Biases and Value Judgments:

Whatever the circumstances, we are continually required to choose between alternatives and accept, modify,
or reject a variety of
Other influences on us. We have to make value judgments all the time to live. This puts us
in quite a fix. Can we be sure that the
Other is the One who is biased? The influences may seem foreign and
may threaten our sense of unity that we see as proper. Can we be sure that
We are not the One who is
biased? Is our framework of understanding and our associated feeling of
Unity better? Or can we be sure that
both are biased, that one is not more right than the other? Or can we be sure that there is not a more
fundamental framework in which neither is completely biased? And if the other is biased in a way that
oppresses or threatens us how are we to respond? How are we to expose bias without implicating an alternate
bias? Is anyone omniscient? Can anyone claim to be all-knowing about anything? Or can anyone really claim
they are not omniscient when whatever we believe we believe it to be universally true? Even if we say that no
one is omniscient we believe this to be a universal truth. And we can not get along with believing nothing.
Universal qualities keep intruding into particular beliefs.     

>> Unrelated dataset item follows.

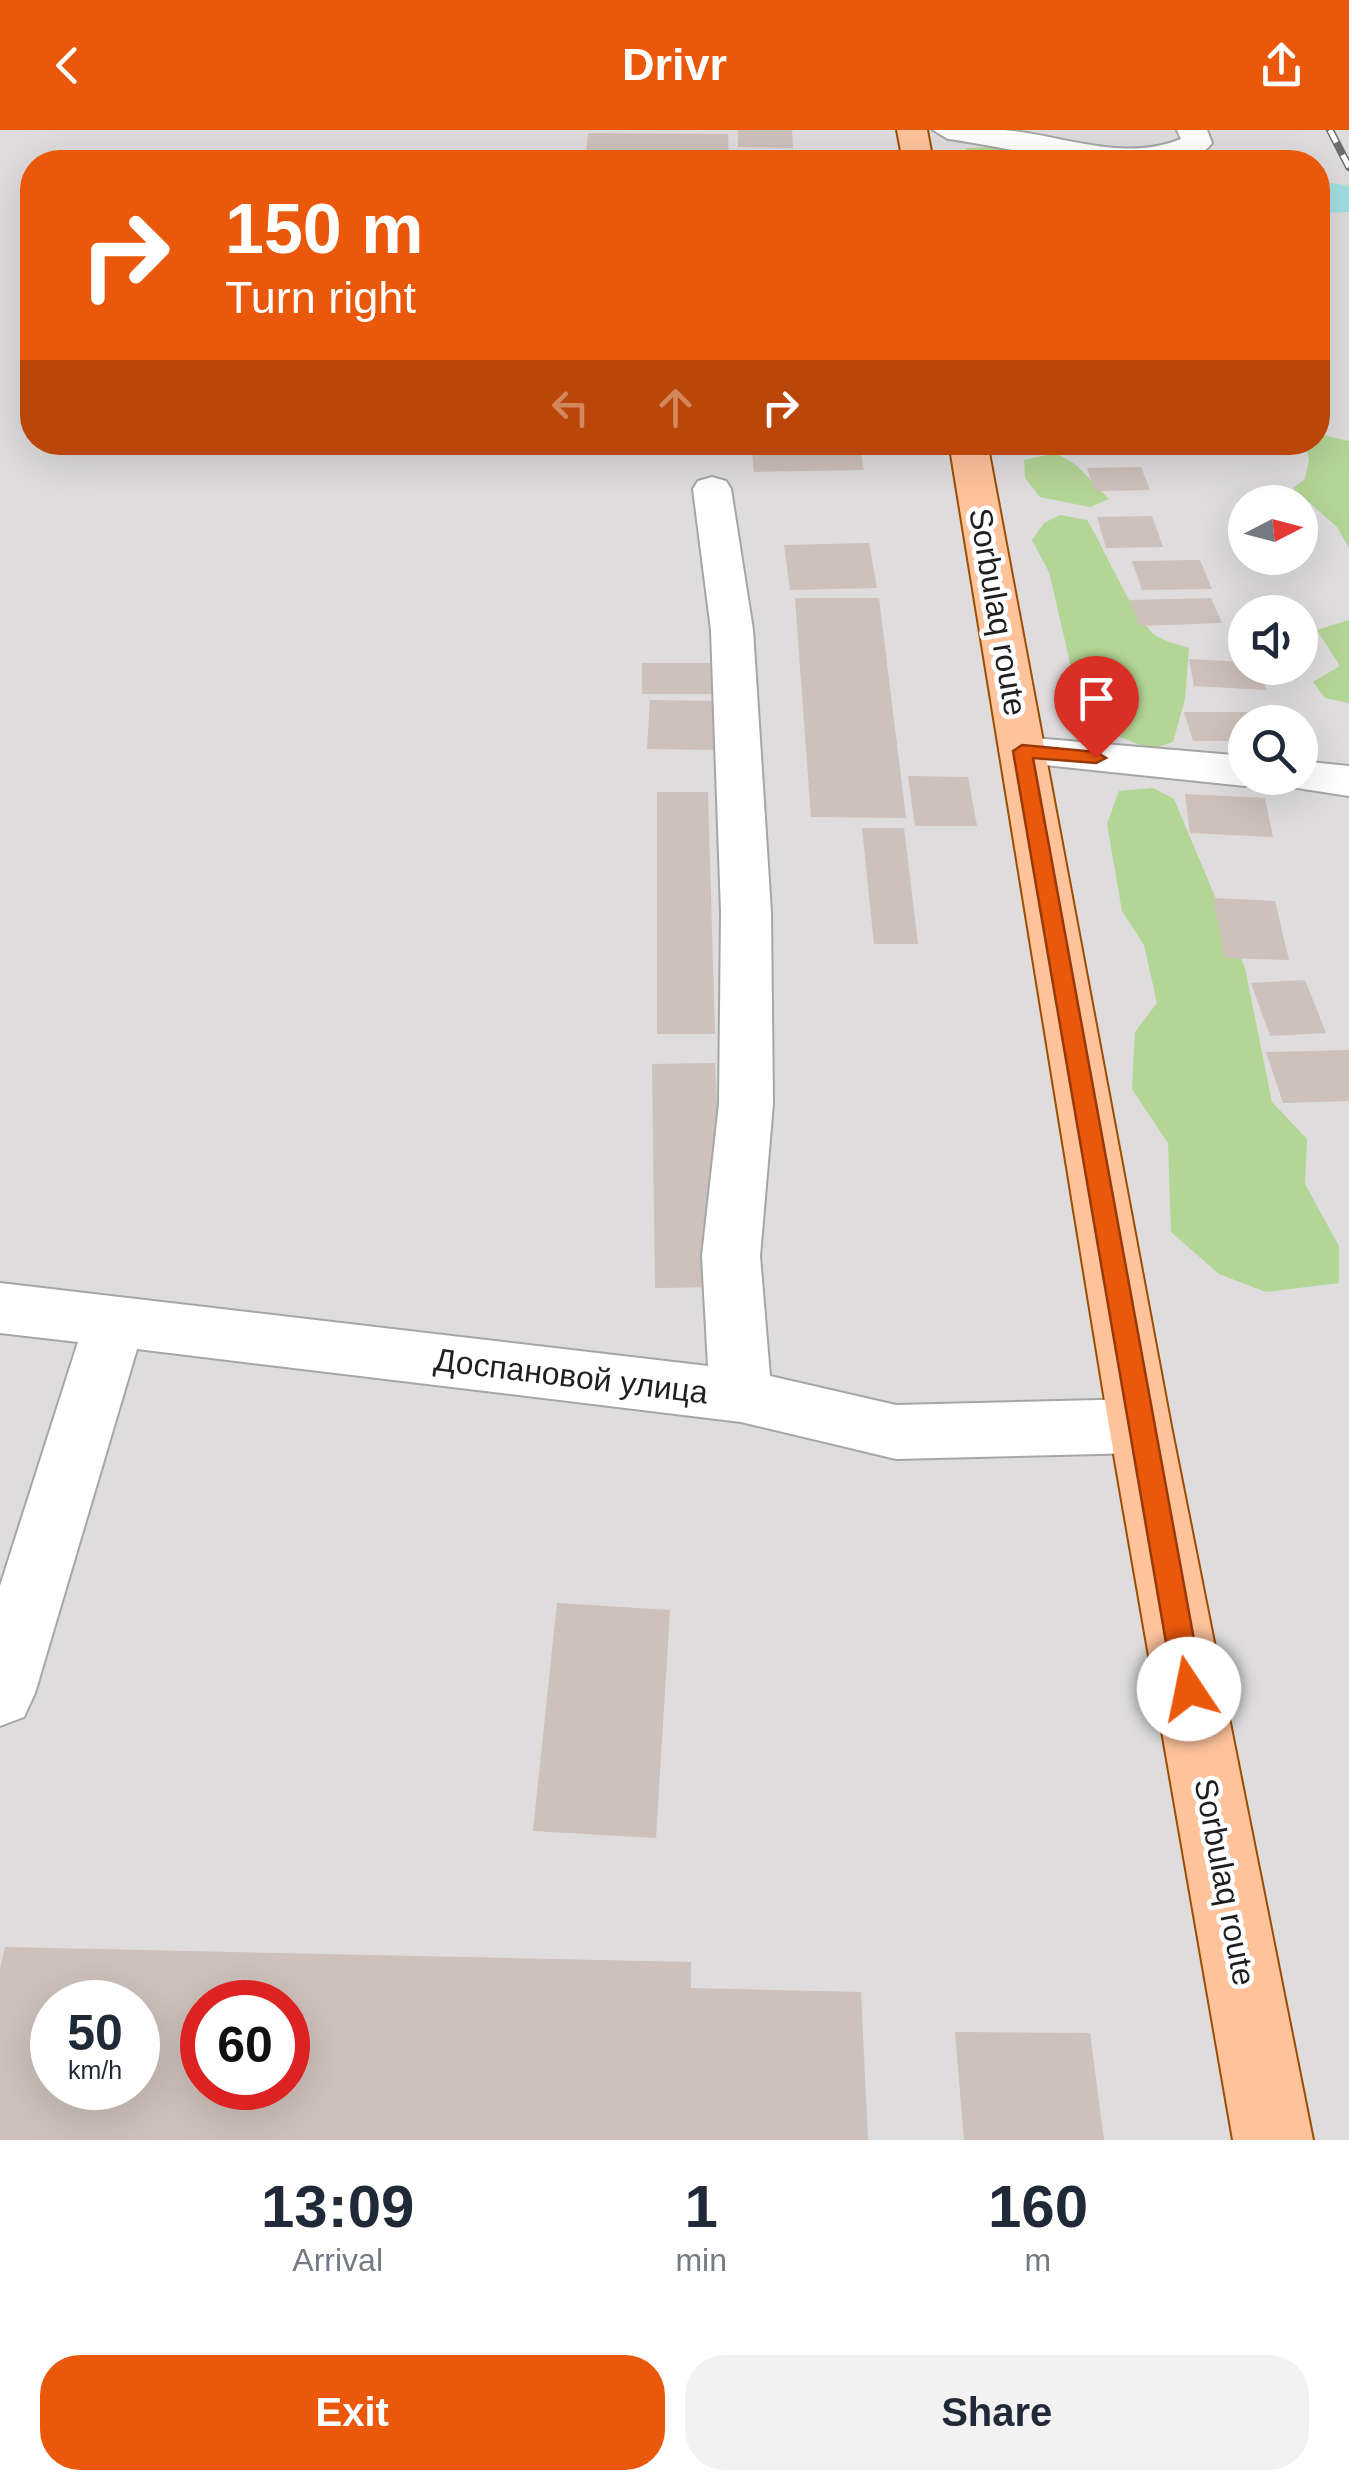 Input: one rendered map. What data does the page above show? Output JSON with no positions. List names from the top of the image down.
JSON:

Language, Reason & Intuitive Insight:

We all depend upon personal intuitive insights, whether they are socially conditioned or not, to integrate and
guide our behavior in some coherent way. And we are social creatures who are largely dependent upon
language to mutually communicate and understand. With language comes a related capacity for left brain
reason. We can deal with experience in abstraction to integrate past and future into a coherent plan of
behavior or thought. And there are several thousand languages in the world offering a variety of ways to do
this. Our mute right brain intuitive capacities tend to be influenced accordingly, either enhanced or restricted,
by our personal history. Our right intuitive hemisphere is characterized by holistic perceptions, aesthetics,
propriety, integrating themes, that sort of thing. It tends to seek Unity but is limited by a left hemisphere need to
find a degree of social consistency. We tend to become subject to biases, both behaviorally and intuitively,
according to our cultural conditioning.

In a larger sense language has brought with it the bipolar organization of the right and left hemispheres of our
brain. It allows us to span space and time seemingly without limit, but it has also opened us to intuitively wonder
about the nature of beginnings and ends. We are faced with an intuitive quest into the nature of the creation
itself. Every culture has reflected on this and has derived its own story of creation.   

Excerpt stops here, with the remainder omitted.